Your task is to reproduce exactly the lines that run from the beginning of the data through the line where "Annotation task. Give" appears.
· · · ·
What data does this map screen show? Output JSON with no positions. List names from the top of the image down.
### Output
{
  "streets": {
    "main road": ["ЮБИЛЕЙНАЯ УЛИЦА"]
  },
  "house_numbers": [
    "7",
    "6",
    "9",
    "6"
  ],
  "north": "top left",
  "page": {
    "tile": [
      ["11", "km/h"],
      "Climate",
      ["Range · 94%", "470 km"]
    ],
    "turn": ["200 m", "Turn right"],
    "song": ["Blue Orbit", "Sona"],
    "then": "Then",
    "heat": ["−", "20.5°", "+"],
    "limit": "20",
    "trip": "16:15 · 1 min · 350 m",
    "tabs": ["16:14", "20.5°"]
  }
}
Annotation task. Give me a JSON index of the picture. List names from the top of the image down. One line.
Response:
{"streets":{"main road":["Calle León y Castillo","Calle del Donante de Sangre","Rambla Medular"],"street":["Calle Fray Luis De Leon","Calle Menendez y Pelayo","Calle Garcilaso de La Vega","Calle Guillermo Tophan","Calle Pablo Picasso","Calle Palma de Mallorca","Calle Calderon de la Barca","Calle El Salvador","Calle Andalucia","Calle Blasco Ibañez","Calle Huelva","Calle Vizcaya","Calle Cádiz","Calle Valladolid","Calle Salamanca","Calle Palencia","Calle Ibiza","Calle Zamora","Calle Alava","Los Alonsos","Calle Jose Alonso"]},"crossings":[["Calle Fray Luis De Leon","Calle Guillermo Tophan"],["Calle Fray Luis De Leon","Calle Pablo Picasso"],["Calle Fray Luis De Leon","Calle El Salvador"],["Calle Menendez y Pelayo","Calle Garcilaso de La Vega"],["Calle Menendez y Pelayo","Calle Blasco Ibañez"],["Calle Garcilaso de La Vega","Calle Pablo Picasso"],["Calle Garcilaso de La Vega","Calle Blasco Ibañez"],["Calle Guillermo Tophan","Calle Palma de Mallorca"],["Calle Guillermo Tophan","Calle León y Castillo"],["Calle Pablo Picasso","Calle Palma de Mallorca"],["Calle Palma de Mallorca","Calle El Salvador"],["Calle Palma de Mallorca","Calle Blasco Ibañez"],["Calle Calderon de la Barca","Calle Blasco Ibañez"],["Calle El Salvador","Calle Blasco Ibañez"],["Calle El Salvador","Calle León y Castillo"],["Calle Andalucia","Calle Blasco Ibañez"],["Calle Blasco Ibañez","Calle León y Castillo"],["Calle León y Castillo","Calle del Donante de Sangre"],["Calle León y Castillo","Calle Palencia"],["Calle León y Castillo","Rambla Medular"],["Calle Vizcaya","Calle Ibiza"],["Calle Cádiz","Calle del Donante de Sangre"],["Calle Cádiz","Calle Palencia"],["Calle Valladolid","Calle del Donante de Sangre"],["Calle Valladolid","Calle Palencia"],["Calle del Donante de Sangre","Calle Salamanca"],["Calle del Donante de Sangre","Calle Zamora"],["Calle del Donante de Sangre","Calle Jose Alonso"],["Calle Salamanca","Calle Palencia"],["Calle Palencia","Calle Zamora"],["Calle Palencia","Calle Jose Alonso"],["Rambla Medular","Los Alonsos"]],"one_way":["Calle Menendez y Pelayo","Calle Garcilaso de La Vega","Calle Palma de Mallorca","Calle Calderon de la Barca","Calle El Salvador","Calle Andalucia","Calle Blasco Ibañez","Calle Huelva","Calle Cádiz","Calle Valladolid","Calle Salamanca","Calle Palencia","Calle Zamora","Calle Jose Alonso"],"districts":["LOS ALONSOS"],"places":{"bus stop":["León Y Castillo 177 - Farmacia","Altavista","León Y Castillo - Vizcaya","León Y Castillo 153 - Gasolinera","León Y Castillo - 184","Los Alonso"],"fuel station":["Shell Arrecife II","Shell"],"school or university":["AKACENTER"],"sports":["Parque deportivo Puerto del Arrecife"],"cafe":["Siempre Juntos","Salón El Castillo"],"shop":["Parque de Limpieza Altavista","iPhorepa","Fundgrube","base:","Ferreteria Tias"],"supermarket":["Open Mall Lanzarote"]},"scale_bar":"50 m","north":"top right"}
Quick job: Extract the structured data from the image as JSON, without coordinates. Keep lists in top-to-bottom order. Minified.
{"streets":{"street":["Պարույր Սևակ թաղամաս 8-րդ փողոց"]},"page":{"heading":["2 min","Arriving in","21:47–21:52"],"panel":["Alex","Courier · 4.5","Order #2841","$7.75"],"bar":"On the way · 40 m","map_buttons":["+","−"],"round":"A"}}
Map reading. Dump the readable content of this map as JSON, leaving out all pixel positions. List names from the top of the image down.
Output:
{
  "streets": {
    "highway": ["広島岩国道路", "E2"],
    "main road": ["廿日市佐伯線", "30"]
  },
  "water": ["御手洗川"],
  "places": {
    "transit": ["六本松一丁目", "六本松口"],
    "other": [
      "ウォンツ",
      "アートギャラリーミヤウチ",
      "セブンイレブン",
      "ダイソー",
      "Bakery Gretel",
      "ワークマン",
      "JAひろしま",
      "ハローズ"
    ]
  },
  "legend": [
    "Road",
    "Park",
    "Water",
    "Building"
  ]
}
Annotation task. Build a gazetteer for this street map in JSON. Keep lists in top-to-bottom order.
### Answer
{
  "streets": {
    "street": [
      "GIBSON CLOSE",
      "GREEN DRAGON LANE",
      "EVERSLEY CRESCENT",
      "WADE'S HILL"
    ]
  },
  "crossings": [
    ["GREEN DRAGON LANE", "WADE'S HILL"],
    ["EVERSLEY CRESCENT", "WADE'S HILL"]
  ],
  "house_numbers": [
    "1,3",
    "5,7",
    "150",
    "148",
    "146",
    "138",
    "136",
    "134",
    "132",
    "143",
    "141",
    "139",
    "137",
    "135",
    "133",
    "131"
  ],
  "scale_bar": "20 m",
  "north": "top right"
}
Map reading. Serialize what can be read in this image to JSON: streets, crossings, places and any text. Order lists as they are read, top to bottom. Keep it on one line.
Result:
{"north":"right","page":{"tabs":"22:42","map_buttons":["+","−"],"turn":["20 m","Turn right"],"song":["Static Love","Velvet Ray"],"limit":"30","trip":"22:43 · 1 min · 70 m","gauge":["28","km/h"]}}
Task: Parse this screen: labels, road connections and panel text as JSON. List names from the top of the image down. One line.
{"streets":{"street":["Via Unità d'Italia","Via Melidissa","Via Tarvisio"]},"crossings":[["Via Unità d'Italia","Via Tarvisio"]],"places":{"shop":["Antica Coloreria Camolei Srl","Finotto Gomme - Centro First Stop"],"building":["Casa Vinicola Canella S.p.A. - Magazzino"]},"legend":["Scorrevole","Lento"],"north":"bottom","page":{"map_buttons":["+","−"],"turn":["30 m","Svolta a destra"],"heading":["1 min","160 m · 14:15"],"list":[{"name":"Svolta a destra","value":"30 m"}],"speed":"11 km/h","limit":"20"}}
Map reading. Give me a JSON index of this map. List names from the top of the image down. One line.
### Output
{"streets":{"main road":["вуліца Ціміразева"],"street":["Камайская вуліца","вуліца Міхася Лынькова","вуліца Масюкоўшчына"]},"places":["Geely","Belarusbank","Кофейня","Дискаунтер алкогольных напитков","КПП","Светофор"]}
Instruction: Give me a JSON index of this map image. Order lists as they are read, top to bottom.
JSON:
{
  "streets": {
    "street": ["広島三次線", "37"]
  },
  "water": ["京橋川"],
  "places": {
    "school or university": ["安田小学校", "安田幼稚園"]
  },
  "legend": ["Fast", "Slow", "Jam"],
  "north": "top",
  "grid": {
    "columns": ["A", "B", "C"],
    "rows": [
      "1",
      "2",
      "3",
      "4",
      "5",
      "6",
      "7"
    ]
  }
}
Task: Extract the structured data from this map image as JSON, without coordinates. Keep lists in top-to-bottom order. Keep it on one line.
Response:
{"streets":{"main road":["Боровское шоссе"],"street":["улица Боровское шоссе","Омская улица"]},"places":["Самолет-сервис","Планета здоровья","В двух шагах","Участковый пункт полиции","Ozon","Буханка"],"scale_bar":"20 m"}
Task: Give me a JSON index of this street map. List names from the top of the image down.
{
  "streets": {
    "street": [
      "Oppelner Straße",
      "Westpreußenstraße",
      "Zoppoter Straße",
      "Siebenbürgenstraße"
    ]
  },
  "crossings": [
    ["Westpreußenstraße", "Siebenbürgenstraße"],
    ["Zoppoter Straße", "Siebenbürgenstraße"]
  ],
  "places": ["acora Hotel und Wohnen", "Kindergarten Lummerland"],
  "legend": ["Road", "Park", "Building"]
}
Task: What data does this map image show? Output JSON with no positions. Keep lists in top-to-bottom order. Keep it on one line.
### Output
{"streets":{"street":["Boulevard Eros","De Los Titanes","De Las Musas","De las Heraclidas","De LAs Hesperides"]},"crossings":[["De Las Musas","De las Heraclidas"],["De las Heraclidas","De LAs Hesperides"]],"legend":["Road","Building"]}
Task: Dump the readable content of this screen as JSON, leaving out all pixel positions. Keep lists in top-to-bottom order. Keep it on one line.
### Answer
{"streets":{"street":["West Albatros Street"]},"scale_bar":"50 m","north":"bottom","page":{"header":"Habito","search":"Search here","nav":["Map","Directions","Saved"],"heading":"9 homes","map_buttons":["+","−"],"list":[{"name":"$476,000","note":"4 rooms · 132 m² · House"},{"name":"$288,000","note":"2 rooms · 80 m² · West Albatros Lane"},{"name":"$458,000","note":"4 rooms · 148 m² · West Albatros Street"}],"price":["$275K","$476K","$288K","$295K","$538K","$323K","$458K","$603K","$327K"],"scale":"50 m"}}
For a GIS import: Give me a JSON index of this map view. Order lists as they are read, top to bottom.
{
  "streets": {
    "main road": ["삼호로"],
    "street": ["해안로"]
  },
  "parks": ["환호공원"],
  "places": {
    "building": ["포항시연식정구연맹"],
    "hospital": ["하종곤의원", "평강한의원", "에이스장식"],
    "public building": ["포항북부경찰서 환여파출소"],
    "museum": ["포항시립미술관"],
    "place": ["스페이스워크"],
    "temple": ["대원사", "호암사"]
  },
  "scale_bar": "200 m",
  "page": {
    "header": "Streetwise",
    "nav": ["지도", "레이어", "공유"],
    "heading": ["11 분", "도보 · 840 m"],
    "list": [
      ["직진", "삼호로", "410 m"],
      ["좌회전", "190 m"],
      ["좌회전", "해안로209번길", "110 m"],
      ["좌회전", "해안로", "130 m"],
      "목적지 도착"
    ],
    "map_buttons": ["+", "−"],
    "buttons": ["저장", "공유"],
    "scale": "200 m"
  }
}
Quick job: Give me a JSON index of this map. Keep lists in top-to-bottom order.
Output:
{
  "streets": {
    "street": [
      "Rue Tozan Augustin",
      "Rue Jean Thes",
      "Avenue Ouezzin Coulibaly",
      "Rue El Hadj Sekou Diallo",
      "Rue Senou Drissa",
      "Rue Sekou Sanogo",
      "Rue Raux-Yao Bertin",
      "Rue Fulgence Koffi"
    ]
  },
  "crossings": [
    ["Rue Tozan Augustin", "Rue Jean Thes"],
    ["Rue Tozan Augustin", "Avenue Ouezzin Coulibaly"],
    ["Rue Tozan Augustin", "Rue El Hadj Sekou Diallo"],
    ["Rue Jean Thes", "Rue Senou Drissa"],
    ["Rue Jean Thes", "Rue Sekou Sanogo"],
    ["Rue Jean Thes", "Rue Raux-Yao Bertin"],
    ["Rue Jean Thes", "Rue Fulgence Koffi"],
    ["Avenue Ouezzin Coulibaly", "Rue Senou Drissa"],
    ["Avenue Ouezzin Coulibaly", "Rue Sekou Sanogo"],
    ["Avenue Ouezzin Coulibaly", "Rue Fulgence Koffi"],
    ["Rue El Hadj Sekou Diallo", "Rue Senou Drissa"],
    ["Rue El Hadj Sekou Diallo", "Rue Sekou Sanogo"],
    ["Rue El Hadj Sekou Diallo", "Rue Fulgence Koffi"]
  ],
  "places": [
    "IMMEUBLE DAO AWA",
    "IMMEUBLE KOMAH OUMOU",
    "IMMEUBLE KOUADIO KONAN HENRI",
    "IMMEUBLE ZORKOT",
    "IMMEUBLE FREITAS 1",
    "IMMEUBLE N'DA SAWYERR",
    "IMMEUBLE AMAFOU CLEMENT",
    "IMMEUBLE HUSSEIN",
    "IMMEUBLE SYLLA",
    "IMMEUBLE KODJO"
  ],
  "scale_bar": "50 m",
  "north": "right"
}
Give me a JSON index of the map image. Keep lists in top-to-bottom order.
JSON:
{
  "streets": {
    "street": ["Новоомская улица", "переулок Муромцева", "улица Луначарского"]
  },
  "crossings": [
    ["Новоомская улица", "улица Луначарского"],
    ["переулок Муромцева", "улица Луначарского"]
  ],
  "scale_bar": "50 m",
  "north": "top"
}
· · · ·
_Task response_:
What data does this map screen show? Output JSON with no positions. List names from the top of the image down.
### Output
{
  "streets": {
    "main road": ["ЮБИЛЕЙНАЯ УЛИЦА"]
  },
  "house_numbers": [
    "7",
    "6",
    "9",
    "6"
  ],
  "north": "top left",
  "page": {
    "tile": [
      ["11", "km/h"],
      "Climate",
      ["Range · 94%", "470 km"]
    ],
    "turn": ["200 m", "Turn right"],
    "song": ["Blue Orbit", "Sona"],
    "then": "Then",
    "heat": ["−", "20.5°", "+"],
    "limit": "20",
    "trip": "16:15 · 1 min · 350 m",
    "tabs": ["16:14", "20.5°"]
  }
}
Annotation task. Give me a JSON index of the picture. List names from the top of the image down. One line.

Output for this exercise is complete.